▶ [Supplied data]:
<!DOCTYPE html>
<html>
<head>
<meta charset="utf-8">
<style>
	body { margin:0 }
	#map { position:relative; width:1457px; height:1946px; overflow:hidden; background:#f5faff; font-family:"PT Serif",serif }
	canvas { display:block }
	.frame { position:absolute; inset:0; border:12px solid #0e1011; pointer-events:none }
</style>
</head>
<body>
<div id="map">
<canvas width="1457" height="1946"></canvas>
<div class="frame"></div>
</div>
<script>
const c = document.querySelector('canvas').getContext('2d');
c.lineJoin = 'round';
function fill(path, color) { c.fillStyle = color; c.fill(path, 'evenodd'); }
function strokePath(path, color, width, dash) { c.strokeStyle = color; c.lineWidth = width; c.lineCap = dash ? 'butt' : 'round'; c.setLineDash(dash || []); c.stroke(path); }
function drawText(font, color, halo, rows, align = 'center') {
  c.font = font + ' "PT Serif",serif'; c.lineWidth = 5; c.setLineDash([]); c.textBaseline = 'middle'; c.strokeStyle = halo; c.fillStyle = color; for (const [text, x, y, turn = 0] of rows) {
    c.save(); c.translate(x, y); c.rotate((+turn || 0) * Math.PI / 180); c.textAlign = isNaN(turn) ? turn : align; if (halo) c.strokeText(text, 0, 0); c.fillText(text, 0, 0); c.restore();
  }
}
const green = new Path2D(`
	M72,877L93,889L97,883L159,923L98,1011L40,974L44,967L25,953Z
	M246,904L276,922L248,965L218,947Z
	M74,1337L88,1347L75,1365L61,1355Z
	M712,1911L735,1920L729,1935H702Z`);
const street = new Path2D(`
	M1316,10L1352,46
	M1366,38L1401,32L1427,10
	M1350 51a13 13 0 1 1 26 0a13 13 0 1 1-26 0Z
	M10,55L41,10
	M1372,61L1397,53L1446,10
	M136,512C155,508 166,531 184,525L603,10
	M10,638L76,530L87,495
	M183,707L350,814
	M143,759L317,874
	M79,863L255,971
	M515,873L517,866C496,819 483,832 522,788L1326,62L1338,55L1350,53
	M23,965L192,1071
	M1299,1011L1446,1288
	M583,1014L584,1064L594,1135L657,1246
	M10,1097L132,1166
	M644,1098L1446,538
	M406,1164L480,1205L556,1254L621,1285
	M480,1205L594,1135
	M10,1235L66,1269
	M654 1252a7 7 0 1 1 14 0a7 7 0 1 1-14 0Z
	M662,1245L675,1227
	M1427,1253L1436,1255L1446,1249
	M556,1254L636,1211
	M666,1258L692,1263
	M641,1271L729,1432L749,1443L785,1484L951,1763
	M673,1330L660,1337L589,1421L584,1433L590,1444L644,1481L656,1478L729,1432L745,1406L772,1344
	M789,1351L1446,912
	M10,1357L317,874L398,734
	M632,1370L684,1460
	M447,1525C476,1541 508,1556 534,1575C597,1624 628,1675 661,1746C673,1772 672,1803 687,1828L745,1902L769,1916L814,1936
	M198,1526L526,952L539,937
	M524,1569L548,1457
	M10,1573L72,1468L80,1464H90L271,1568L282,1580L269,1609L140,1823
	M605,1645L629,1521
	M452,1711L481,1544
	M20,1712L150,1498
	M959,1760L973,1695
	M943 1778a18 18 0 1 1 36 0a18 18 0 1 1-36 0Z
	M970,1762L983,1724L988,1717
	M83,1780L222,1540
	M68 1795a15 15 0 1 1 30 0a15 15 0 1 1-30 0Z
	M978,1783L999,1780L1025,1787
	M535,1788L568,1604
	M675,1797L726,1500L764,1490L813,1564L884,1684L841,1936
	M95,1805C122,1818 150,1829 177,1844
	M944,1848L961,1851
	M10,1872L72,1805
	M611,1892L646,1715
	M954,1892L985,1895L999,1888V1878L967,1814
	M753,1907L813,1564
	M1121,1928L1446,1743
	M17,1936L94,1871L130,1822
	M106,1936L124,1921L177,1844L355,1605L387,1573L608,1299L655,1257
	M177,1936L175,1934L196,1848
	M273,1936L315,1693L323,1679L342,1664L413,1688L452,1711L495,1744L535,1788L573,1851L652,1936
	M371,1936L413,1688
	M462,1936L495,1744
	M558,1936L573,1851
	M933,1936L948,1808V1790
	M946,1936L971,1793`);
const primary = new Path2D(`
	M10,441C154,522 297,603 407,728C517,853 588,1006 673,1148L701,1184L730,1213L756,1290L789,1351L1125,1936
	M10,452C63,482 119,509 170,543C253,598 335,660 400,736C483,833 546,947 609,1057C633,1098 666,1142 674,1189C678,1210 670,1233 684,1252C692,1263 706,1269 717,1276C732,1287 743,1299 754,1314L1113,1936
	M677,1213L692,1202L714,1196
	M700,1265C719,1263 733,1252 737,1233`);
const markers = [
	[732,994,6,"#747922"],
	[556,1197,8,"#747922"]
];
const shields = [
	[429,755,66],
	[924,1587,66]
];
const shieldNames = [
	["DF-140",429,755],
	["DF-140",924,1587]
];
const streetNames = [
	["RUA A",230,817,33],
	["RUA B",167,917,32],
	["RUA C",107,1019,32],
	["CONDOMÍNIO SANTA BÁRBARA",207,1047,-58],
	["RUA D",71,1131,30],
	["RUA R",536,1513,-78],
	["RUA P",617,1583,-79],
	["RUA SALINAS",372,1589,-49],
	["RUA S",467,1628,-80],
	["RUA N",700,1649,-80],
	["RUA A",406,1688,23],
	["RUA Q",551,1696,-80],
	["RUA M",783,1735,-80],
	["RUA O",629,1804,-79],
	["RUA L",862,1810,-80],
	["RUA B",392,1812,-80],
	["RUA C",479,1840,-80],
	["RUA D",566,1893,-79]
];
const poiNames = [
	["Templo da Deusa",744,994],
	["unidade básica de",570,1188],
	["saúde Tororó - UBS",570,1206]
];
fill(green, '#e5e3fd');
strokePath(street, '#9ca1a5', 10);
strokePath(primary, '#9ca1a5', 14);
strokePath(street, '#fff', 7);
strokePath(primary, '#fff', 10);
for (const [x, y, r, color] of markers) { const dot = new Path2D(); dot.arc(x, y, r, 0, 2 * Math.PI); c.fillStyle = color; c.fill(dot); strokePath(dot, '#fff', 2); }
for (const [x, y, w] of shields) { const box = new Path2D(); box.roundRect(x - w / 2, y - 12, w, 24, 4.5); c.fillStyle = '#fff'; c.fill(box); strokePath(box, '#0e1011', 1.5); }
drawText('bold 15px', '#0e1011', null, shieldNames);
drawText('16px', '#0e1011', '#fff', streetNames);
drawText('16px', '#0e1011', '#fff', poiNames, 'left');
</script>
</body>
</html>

▶ [What you need to do]: Your reply should be the number of lines in the listing above that contain "function", with nothing added.

▶ [Solution for this exercise]: 3